Charles Frederic Soehnée


Charles Frederic Soehnée est né le 3 novembre 1789 à Landau in der Pfalz en Allemagne.
C’est le quatrième enfant du marchand Johann Jacob fils Friederich et Caroline Wilhelmine.
C’est son camarade et ami, Pierre Louis de Laval (1790-1842) qui a peint un des seuls portraits connus de lui en 1812.
On ne connaît que très peu d’œuvres de cet élève du peintre néoclassique Anne- Louis-Girodet de Roussy Trioson. Artiste secret, il n’eut en effet qu’une très brève carrière artistique. 
On peut la circonscrire aux années 1818-1819. Il exécute dans la fièvre plus d'une centaine de dessins, de lavis et d'aquarelles.  
Hormis quelques paysages, ses aquarelles représentent des cortèges de personnages et d’animaux fantastiques.
On y voit des caravanes de nomades, des cortèges d'exilés, des troupes de comédiens ou de fuyards qu'accompagne une faune monstrueuse de licornes et d'oiseaux à tête de cheval, de rats géants et de chauve-souris devenues voiles de bateau. Suite libre ? Projet d'illustration pour un texte ancien ou à venir ? Rêveries opiacées ? Nous ne saurons sans doute jamais la rime et la raison de cette fantasmagorie singulière.
Leur finalité et leurs sujets n’apparaissent pas clairement même si les titres inscrits sur certains dessins sont évocateurs : Voyage en enfer, Le berceau de la mort ou Lieu consacré au silence... Les influences sont diverses, de Bosch à Goya en passant par certaines figures de Saint-Aubin. Les petits personnages rappellent également Jacques Callot.

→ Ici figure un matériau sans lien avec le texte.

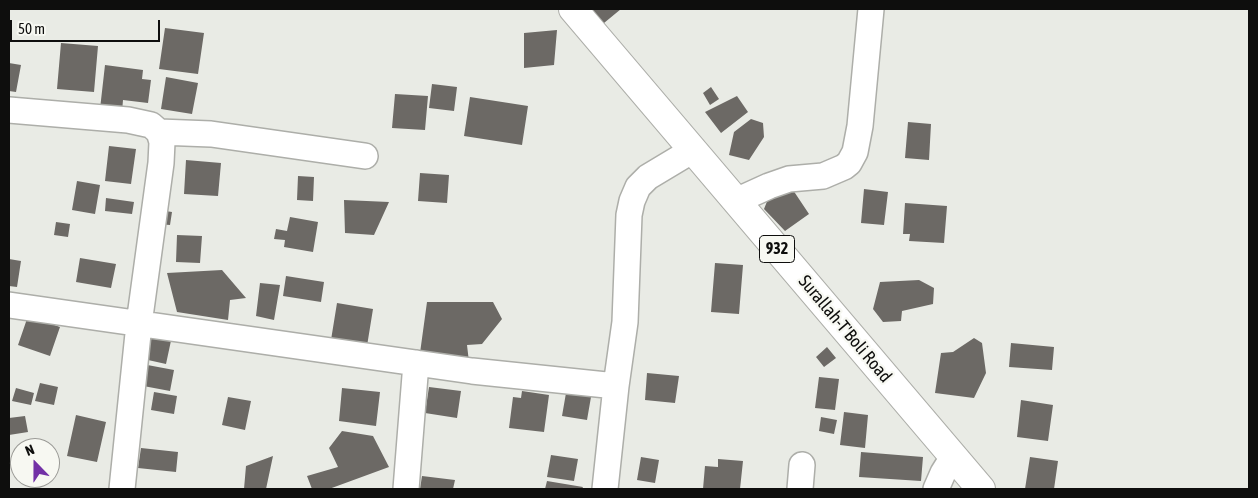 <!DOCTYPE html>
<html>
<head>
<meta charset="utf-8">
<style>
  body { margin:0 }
  #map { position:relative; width:1258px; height:498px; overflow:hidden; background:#e9ebe5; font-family:"Asap Condensed",sans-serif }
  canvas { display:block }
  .frame { position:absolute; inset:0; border:10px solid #0e0e0d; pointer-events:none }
  .north { position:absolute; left:10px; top:438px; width:50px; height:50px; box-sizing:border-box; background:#f7f8f2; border:1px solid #9a9a96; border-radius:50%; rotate:338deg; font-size:14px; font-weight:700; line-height:20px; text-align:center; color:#0e0e0d }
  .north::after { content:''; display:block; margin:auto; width:18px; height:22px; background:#7231a6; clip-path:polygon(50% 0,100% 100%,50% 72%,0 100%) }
  .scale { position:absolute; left:10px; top:20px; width:150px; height:22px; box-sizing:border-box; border:2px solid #0e0e0d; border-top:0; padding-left:6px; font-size:15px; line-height:18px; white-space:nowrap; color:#0e0e0d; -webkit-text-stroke:4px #f7f8f2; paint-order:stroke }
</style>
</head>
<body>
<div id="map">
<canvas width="1258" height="498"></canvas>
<div class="frame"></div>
<div class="north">N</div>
<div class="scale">50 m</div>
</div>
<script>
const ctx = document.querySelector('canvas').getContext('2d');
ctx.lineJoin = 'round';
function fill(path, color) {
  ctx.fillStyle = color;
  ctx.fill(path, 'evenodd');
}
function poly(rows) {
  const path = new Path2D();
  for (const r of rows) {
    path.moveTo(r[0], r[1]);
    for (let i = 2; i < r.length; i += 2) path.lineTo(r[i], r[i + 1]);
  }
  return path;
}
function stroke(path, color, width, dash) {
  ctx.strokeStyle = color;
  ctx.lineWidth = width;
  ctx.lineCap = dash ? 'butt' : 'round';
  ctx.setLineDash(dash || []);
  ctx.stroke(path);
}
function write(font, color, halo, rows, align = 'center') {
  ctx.font = font + ' "Asap Condensed",sans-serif';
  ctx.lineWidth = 4.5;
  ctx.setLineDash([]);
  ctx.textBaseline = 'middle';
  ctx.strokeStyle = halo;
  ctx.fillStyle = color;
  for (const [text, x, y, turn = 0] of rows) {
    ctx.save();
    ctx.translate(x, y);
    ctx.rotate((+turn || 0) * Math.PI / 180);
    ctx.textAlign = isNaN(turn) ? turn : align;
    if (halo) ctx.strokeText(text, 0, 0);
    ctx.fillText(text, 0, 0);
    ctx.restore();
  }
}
const building = poly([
  [589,9,621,9,604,23],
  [165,28,204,33,198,74,159,69],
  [557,30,554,65,524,68,524,33],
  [61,43,98,46,94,92,57,89],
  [9,63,21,65,16,92,9,91],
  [105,65,143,70,142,79,151,80,148,103,123,100,122,112,100,109],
  [166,77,198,83,192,114,161,109],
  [432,84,457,87,454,111,429,108],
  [711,87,719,99,710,105,703,93],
  [395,94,428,96,425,130,392,128],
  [737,96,748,112,721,133,705,112],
  [470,97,528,106,522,145,464,136],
  [751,119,763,123,764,137,749,160,729,155,734,132],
  [908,122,931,124,929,160,905,158],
  [109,146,136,149,131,184,105,181],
  [186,160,221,163,218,196,184,194],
  [420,173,449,175,447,203,418,201],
  [298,176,314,177,313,201,297,200],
  [77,181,100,185,95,214,72,210],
  [864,189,888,192,884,225,861,223],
  [793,190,809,214,785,231,764,209,768,199],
  [106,198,134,202,132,214,105,211],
  [344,200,389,202,374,235,345,233],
  [905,203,947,206,944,243,909,241,910,234,903,234],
  [159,210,172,212,170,225,157,224],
  [290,217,318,222,313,252,284,247,285,240,274,239,276,229,287,231],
  [56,222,70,224,68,237,54,235],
  [177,235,202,236,200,263,176,262],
  [80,258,116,264,111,288,76,282],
  [9,259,21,261,17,287,9,286],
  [715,263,743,265,739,314,711,312],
  [222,270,246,298,230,300,228,320,177,312,167,273],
  [286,276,324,282,321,302,283,296],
  [919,280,934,288,933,304,902,311,901,321,883,322,873,309,880,282],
  [260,283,280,285,274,320,256,316],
  [427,302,493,302,502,319,482,344,467,345,469,362,420,353],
  [337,303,373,309,367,346,331,340],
  [28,316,60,327,50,356,18,345],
  [145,330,172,336,166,364,139,358],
  [974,338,982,343,986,373,974,398,935,393,941,353,953,352],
  [1011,343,1054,347,1052,370,1009,367],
  [827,347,836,358,824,367,816,357],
  [142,364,174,370,170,391,138,385],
  [647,373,679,376,675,403,645,400],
  [819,377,839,379,835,410,815,408],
  [40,383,58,387,54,405,35,401],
  [429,387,461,391,457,418,425,413],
  [16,388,34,393,31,405,12,401],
  [342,388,380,392,376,426,339,421],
  [522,391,549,395,544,432,509,428,513,397,521,398],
  [154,392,177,396,174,414,151,410],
  [566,393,591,397,587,420,562,416],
  [228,397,251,401,245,430,222,425],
  [1021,400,1053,405,1048,441,1017,437],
  [844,412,868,415,865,448,840,445],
  [76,415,106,422,97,462,67,456],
  [25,416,28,432,9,435,9,418],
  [821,417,837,420,834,434,819,431],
  [342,431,373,436,389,467,329,489,312,489,307,476,338,467,329,448],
  [141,448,178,452,176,472,138,468],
  [861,452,923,457,921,481,859,477],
  [551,455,578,459,574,481,547,477],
  [273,456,266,489,244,489,246,466],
  [641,457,659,460,655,483,637,480],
  [1030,457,1058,461,1054,489,1025,489],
  [718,459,743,461,740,489,703,489,705,466,718,467],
  [422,476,455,480,453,489,420,489],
  [547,481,583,487,582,489,545,489]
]);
const minor = poly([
  [9,110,128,120,151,125,159,132,162,142,161,163,139,324,122,489],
  [159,132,211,134,365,156],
  [736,201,769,186,789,179,823,176,844,167,849,163,855,152,860,126,871,9],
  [9,305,472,371,616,386,625,322,629,215,632,201,638,187,648,177,693,150],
  [406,489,416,363],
  [605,489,616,386],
  [800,489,802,465],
  [936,489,943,473,953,457]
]);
const major = poly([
  [573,9,981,489]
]);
const shields = [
  [777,249,35]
];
const shieldNames = [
  ["932",777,249]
];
const streetNames = [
  ["Surallah-T'Boli Road",845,329,50]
];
fill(building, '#6c6965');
stroke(minor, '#adaea9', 28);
stroke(major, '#adaea9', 30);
stroke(minor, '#fff', 25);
stroke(major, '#fff', 28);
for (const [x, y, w] of shields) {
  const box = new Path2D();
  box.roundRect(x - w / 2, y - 13.5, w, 27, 4);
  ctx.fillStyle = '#f7f8f2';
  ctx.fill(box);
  stroke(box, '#0e0e0d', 1);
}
write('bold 16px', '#0e0e0d', null, shieldNames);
write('18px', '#0e0e0d', '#f7f8f2', streetNames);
</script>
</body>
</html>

Mais ces animaux bizarres, squelettes ambulants qu’on croirait sortis des temps antédiluviens, chimères couvertes de poil, mi-chameaux mi-oiseaux, taupes anthropomorphes, chauve-souris géantes dont les ailes font office de voile pour une barque, sont d’une invention parfaitement originale. Leur descendance contemporaine directe, quoique sans doute fortuite, peut se voir dans les créatures des films de Tim Burton.
N’oublions pas l’essentiel : ces visions cauchemardesques possèdent aussi une étrange poésie.
Soehnée n'a pas alors trente ans qu’il abandonne, semble-t-il, définitivement la peinture et se consacre à la mise au point d'un vernis, toujours utilisé aujourd'hui, qui fera sa fortune.
Il est décédé le 1er mai 1878 à St Germain-des-Prés à Paris.